WHO Builds Pipeline for Health Care Workers in Rural Areas
WASHINGTON — The World Health Organization recently hosted the third in a series of webinars on rural health equity and policies aimed at developing, attracting, and retaining health workers in rural and remote areas.
“Four out of five of the world’s extreme poor live in rural areas. Leaving no one behind means ensuring that health workers are available in rural and remote areas,” wrote Theadora Swift Koller, senior technical advisor for the Gender, Equity and Human Rights Team at the WHO, in an email to The Well News.
Currently, data provided by the WHO shows that around 70% of the global health workforce are women.
The findings also show that 86% of women community health workers do not receive a salary for their work.

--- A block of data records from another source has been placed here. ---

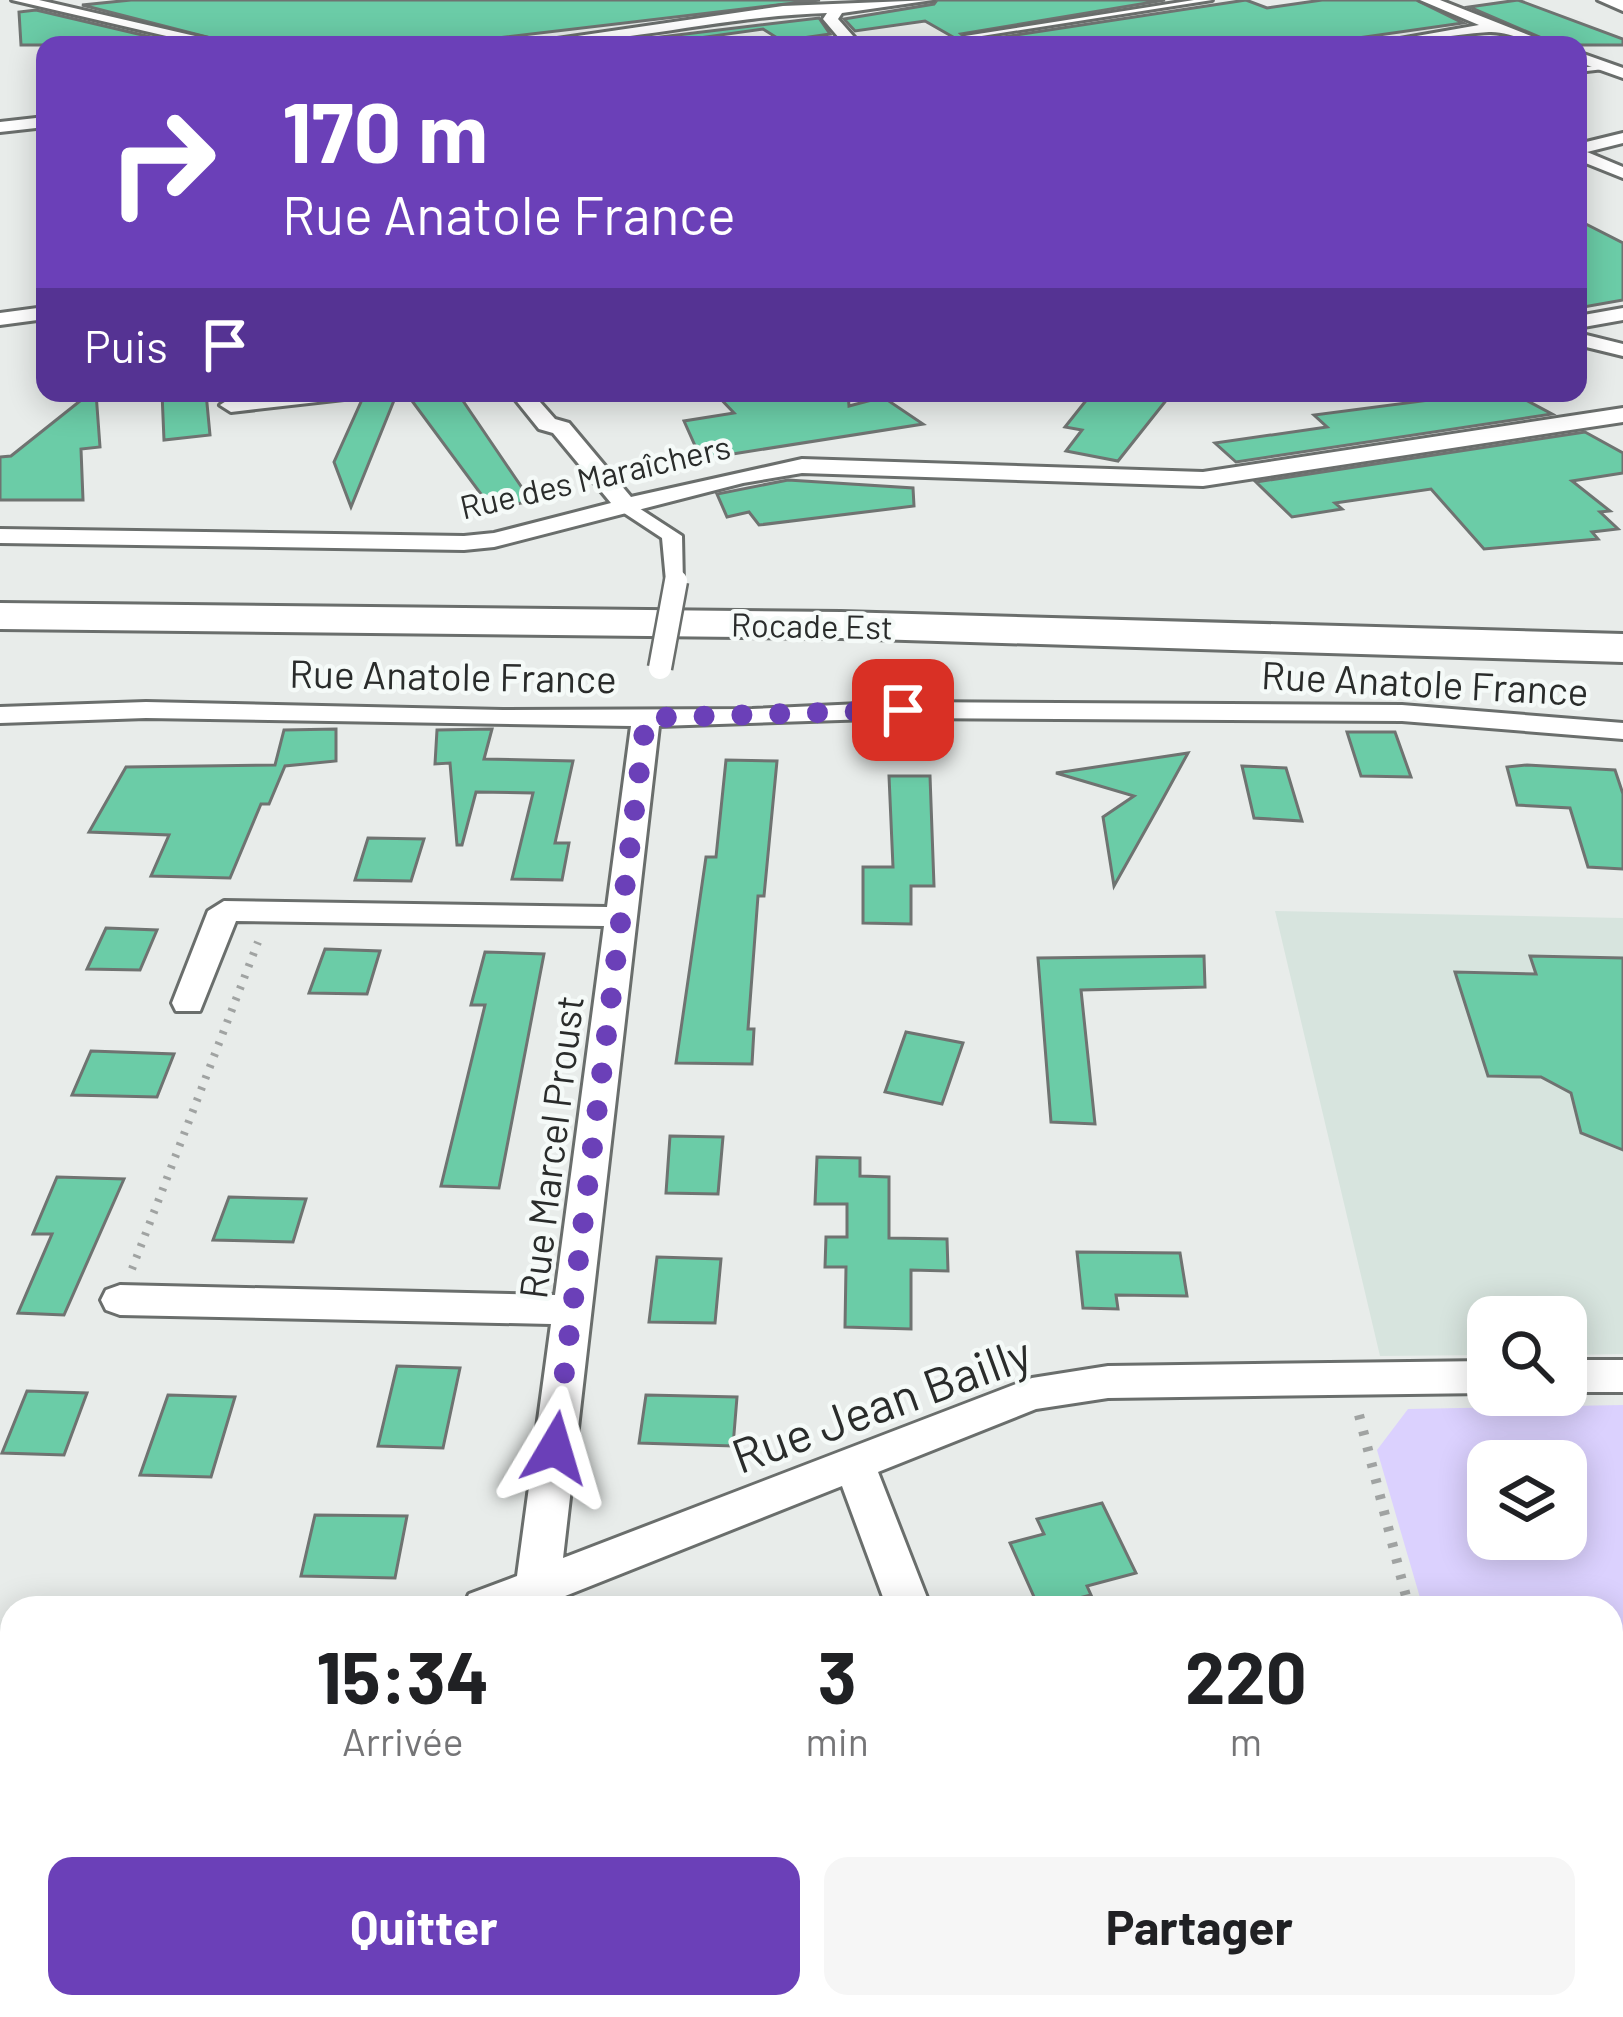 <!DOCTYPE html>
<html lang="fr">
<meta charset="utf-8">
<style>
:root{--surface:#fff;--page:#f6f6f6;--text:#202124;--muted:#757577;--accent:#6b40b8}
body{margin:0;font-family:Barlow,sans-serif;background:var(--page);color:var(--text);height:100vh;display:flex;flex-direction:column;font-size:45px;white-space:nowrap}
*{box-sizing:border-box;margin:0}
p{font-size:39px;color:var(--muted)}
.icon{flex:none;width:66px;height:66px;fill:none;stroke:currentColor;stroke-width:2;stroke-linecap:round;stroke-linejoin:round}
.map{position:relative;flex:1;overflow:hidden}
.side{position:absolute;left:0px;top:1596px;width:1623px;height:423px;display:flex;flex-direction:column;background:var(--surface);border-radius:36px 36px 0 0;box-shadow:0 6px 30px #0003}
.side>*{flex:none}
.hud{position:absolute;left:36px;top:36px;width:1551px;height:366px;border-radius:24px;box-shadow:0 6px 30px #0003;background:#6b40b8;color:#fff;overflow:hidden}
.buttons{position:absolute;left:1467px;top:1296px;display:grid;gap:24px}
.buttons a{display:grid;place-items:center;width:120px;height:120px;border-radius:24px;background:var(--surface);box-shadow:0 6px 30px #0003;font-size:60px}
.pin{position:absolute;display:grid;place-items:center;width:102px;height:102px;color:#fff;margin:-51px;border-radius:24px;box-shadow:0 6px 18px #0006}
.me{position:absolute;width:132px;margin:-66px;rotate:7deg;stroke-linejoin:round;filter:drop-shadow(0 0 9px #0008)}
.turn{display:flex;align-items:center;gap:42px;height:252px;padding:0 48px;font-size:54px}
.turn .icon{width:156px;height:156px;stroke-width:2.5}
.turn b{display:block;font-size:84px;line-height:102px}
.then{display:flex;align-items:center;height:114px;padding:0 48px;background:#0003;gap:24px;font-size:45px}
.eta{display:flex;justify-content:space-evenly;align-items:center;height:204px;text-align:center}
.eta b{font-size:72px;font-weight:700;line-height:84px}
.primary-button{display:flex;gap:24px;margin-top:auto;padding:24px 48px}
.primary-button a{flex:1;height:138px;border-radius:24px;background:var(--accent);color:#fff;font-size:48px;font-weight:700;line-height:138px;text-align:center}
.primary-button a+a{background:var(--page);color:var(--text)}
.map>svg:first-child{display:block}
.built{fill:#d7e4de}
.green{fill:#dbd1fe;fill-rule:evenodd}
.building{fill:#6bcca7;stroke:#6f7371;stroke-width:3}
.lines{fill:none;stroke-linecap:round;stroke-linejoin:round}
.service-casing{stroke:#6a6e6c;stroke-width:6}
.pedestrian-casing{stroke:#6a6e6c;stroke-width:6}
.minor-casing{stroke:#6a6e6c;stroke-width:6}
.secondary-casing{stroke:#6a6e6c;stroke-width:6}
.trunk-casing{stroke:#6a6e6c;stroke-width:6}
.path-far1{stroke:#a0a3a2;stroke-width:8;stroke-dasharray:3 9;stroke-linecap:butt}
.path{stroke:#a0a3a2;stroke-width:10;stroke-dasharray:4.5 12;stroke-linecap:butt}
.service{fill:#fff;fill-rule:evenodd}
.pedestrian{fill:#fff;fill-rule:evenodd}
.minor{fill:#fff;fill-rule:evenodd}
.secondary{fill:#fff;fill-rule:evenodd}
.trunk{fill:#fff;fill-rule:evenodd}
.pedestrian-bridge-casing{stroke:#6a6e6c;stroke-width:27;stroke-linecap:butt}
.pedestrian-bridge{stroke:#fff;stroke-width:22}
.route{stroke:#6b40b8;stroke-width:21;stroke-dasharray:0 37.8}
.labels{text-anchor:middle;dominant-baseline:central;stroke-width:9;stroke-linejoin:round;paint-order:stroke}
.far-street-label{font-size:33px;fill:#2a2c2b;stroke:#f5faf8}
.street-label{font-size:39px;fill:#2a2c2b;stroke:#f5faf8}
.near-street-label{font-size:48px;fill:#2a2c2b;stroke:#f5faf8}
</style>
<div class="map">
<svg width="1623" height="2017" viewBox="0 0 1623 2017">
<rect width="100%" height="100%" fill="#e8ecea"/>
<polygon class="built" points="1275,911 1623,918 1623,1354 1566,1355 1566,1317 1488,1317 1488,1355 1380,1356"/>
<path class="green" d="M 1623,1405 L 1623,2017 L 1552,2017 L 1542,2007 L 1611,2007 L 1611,1608 L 1423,1608 L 1377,1450 L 1408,1409 ZM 1488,1461 L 1566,1461 L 1566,1539 L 1488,1539 Z"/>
<g class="building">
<polygon points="131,0 820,0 438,45 238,45 82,5"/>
<polygon points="937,0 1165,0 961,34 970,42 1246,0 1267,8 1322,0 1416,0 1463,23 1309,45 967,45 925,21 855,31 844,19 934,4"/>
<polygon points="1518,0 1623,39 1623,45 1558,45 1469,7"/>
<polygon points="36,10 185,45 21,45 19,12"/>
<polygon points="819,18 830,34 782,41 763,29 649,45 611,43"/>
<polygon points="1578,220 1623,243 1623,300 1578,308"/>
<polygon points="90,393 96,393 100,447 81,449 83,500 0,500 0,457 11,456"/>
<polygon points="162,393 206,393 210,435 164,440"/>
<polygon points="365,393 397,393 351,507 334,462"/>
<polygon points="715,393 848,393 849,406 883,397 923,424 701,459 684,421 734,413"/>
<polygon points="1092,393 1172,393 1118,461 1066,451 1082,430 1065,427"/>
<polygon points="1483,393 1513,393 1552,414 1236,462 1215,443 1327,427 1314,415"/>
<polygon points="459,395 531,501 492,509 412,401"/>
<polygon points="1585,432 1623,453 1623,473 1572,481 1610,511 1600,512 1618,529 1592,532 1598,539 1484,549 1431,489 1335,503 1342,509 1292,517 1256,482"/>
<polygon points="788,480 913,488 914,506 759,525 749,512 727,517 717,494"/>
<polygon points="336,729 336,761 285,766 269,804 261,804 230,878 151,876 169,835 89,832 126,767 275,765 284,730"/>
<polygon points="492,729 484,759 573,761 555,843 569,843 562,880 512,879 533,793 476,792 462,845 457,845 450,763 435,764 437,730"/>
<polygon points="1347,732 1395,732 1411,777 1361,776"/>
<polygon points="1188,753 1160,804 1114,886 1103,817 1134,796 1056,773"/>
<polygon points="726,760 777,761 764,896 758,896 748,1029 754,1029 752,1064 676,1063 706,857 716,857"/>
<polygon points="1527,765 1615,770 1623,794 1623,869 1588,867 1570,808 1517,805 1507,767"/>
<polygon points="1242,766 1286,768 1302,821 1254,818"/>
<polygon points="889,776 930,776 934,886 911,886 911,924 863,923 863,867 893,867"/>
<polygon points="368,838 424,839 411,881 355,880"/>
<polygon points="106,928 157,930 140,970 87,969"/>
<polygon points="325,949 380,951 367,994 309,993"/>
<polygon points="485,952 544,954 499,1188 441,1186 485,1005 471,1005"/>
<polygon points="1204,956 1205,987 1081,990 1095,1124 1051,1122 1038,958"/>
<polygon points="1530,956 1623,958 1623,1150 1581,1133 1571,1093 1541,1077 1488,1076 1455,972 1536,974"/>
<polygon points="906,1032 963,1043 942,1104 885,1092"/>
<polygon points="91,1051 174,1054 157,1097 72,1095"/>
<polygon points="670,1136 723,1137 718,1194 666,1193"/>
<polygon points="817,1157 860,1158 860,1176 889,1177 889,1238 947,1239 948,1271 911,1270 911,1329 845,1327 846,1267 825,1267 826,1237 847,1237 847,1204 815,1204"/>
<polygon points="57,1177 124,1179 64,1315 18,1313 52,1234 33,1234"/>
<polygon points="229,1197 306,1199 293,1242 213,1240"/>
<polygon points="1077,1252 1180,1253 1187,1296 1116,1295 1118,1309 1083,1308"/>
<polygon points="657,1257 721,1259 715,1323 649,1322"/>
<polygon points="397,1366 460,1368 443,1448 378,1446"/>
<polygon points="27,1391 87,1393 64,1455 2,1453"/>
<polygon points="168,1395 235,1397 211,1477 140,1475"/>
<polygon points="646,1395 737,1397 733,1446 639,1443"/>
<polygon points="1102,1503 1136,1573 1087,1586 1091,1595 1039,1608 1010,1543 1044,1534 1037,1519"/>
<polygon points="315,1515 407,1516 395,1578 301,1576"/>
</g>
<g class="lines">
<defs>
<g id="service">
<polygon points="1194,0 1212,0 969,38 965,36"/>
<polygon points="1607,65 1604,69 1578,72 1578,68"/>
</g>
<polygon id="pedestrian" points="625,499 682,536 683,585 669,585 666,581 662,538 618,509 618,501"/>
<g id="minor">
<polygon points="12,0 39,0 234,45 205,45"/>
<path d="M 933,0 L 842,13 L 838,19 L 861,45 L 845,45 L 823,19 L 827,13 C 723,16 621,45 516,45 L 783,6 Z"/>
<path d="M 1420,0 L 1440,0 L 1554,45 C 1531,45 1510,31 1489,32 C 1448,34 1408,45 1366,45 L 1479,25 Z"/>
<polygon points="1578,52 1623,68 1623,78 1578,62"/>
<polygon points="45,117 45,127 0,132 0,122"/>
<polygon points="1623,133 1623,143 1587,152 1623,167 1623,178 1578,160 1578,144"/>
<polygon points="45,307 45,319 0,325 0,313"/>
<polygon points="1623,308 1623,320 1578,328 1578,316"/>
<polygon points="1578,333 1623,344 1623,356 1578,345"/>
<polygon points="283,393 355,393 344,399 231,412 220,405 231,398"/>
<polygon points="510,393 532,393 555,419 569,423 631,497 802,459 1203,472 1623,408 1623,422 1203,486 802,473 743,483 494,547 464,550 0,543 0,529 464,536 494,533 611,503 553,433 539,429"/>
<polygon points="146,702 503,710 752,709 903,702 1402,705 1623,723 1623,739 1402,721 903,718 659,726 563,1558 1032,1378 1108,1366 1488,1361 1488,1393 1108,1398 1036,1409 878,1472 931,1608 887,1608 842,1486 535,1608 463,1608 469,1594 517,1576 551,1324 120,1315 106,1310 101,1300 106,1290 120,1285 555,1295 604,926 236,921 200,1011 176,1011 172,1003 208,911 224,901 607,907 631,726 146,718 0,723 0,707"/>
<rect x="1566" y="1360" width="57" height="32"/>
<polygon points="12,1781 12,1827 0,1832 0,1786"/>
<polygon points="1034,2007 1086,2007 1090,2017 1038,2017"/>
</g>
<polygon id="secondary" points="1598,0 1623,0 1623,11"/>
<polygon id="trunk" points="0,603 841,612 1623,634 1623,662 841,638 0,629"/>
</defs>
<use href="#service" class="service-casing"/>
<use href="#pedestrian" class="pedestrian-casing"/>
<use href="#minor" class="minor-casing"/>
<use href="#secondary" class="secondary-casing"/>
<use href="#trunk" class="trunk-casing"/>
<polyline class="path-far1" points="132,1269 258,942"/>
<g class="path">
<polyline points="1359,1415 1409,1608"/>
<polyline points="1522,2007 1529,2017"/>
</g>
<use href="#service" class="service"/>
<use href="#pedestrian" class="pedestrian"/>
<use href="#minor" class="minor"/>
<use href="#secondary" class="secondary"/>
<use href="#trunk" class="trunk"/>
<defs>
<polyline id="pedestrian-bridge" points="660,668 676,581"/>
</defs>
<use href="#pedestrian-bridge" class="pedestrian-bridge-casing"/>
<use href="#pedestrian-bridge" class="pedestrian-bridge"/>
</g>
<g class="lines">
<polyline class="route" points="555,1448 646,718 903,710"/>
</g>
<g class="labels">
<g class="far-street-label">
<text transform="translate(595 476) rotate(-13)">Rue des Maraîchers</text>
<text transform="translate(812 625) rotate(1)">Rocade Est</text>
</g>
<g class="street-label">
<text transform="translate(453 675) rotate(1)">Rue Anatole France</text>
<text transform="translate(1425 682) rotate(3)">Rue Anatole France</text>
<text transform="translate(550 1147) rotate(-83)">Rue Marcel Proust</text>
</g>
<g class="near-street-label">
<text transform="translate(881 1403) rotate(-20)">Rue Jean Bailly</text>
</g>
</g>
</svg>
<div class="buttons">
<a><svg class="icon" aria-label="search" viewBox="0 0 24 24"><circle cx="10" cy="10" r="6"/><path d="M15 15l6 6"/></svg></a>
<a><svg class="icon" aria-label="layers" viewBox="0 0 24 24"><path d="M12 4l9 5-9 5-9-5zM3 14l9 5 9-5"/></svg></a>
</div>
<div class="pin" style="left:903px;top:710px;background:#d93025"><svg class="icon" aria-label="arrive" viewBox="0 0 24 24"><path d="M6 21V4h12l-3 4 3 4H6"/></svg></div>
<svg class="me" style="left:555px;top:1448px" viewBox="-20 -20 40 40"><path d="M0-17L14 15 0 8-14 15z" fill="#6b40b8" stroke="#fff" stroke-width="4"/></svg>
<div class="hud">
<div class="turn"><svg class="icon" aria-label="right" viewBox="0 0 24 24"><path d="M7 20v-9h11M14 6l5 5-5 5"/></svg><div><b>170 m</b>Rue Anatole France</div></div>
<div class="then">Puis<svg class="icon" aria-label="arrive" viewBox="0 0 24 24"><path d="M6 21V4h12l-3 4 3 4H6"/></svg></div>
</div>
<section class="side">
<div class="eta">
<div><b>15:34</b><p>Arrivée</p></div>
<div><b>3</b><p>min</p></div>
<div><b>220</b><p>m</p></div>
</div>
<div class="primary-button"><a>Quitter</a><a>Partager</a></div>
</section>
</div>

“Speaking to my tribal community, I would say that many [health care workers] are women and tend not to be paid adequately, especially given the amount of ground that they have to cover and the lack of paved road also,” said Marc Emerson, a postdoctoral research fellow at the University of North Carolina, who focuses on health equity and social determinants of health in relation to American Indian populations.
Research from the WHO suggests that because of increasing health care demand 18 million health workers are needed in rural areas by 2030.
To help build that pipeline, one of the goals of the WHO’s Global Strategy on Human Resources for Health Workforce 2030, is to bring students into rural and remote communities and the rural taskforce into universities.
“I know that certain partnerships have been created between the Navajo community and other institutions where students do come to the Navajo Nation for cultural experiences as it relates to multicultural learning. I think this idea over time is good because it uplifts community knowledge to larger campuses while students get to learn and hear firsthand other ways of knowing and planning and serving health care needs in tribal nations,” said Emerson.
However, building a pipeline of health care workers in rural areas of the U.S. is especially challenging, Emerson said, if the partnerships are not aligned with the cultural values of the community, such as using native language to define and discuss medical and disease terms.
“The connection to ‘place’ is particularly important within a Navajo context and this connection to place is just as important as connection to people. The most challenging is either the training, when it is not Navajo centered … in its curriculum or plan of care, or the finding sustainable partners who have appropriately tailored solutions and technical and financial support that is reliable,” said Emerson.
“For Navajo, we have kin-relational networks that form the backbone of how we are to care for the community. When this is applied to health outcomes it can be a form of community strength, as we saw during the response to COVID-19,” continued Emerson.
Holly Andrilla, the deputy director at the WWAMI Rural Health Research Center, a multi-state medical education program run by University of Washington’s School of Medicine, examines where funding could be applied to develop the rural training track and place people into professions in rural areas.
“A lot of rural communities are trying to address workforce shortages and recruit from rural places, and develop pipelines so kids in rural places can say, ‘I can be a physician and serve this community,’” said Andrilla.
Andrilla said that while people from a rural area being trained in a rural place will increase the chances they will practice in that area, there’s only so much bandwidth for these areas in accommodating training, and many schools compete for placement settings.
“They might want to provide rural training but they don’t have a site. You have to have a place, a mentor, a teacher. It takes a lot of coordination,” said Andrilla.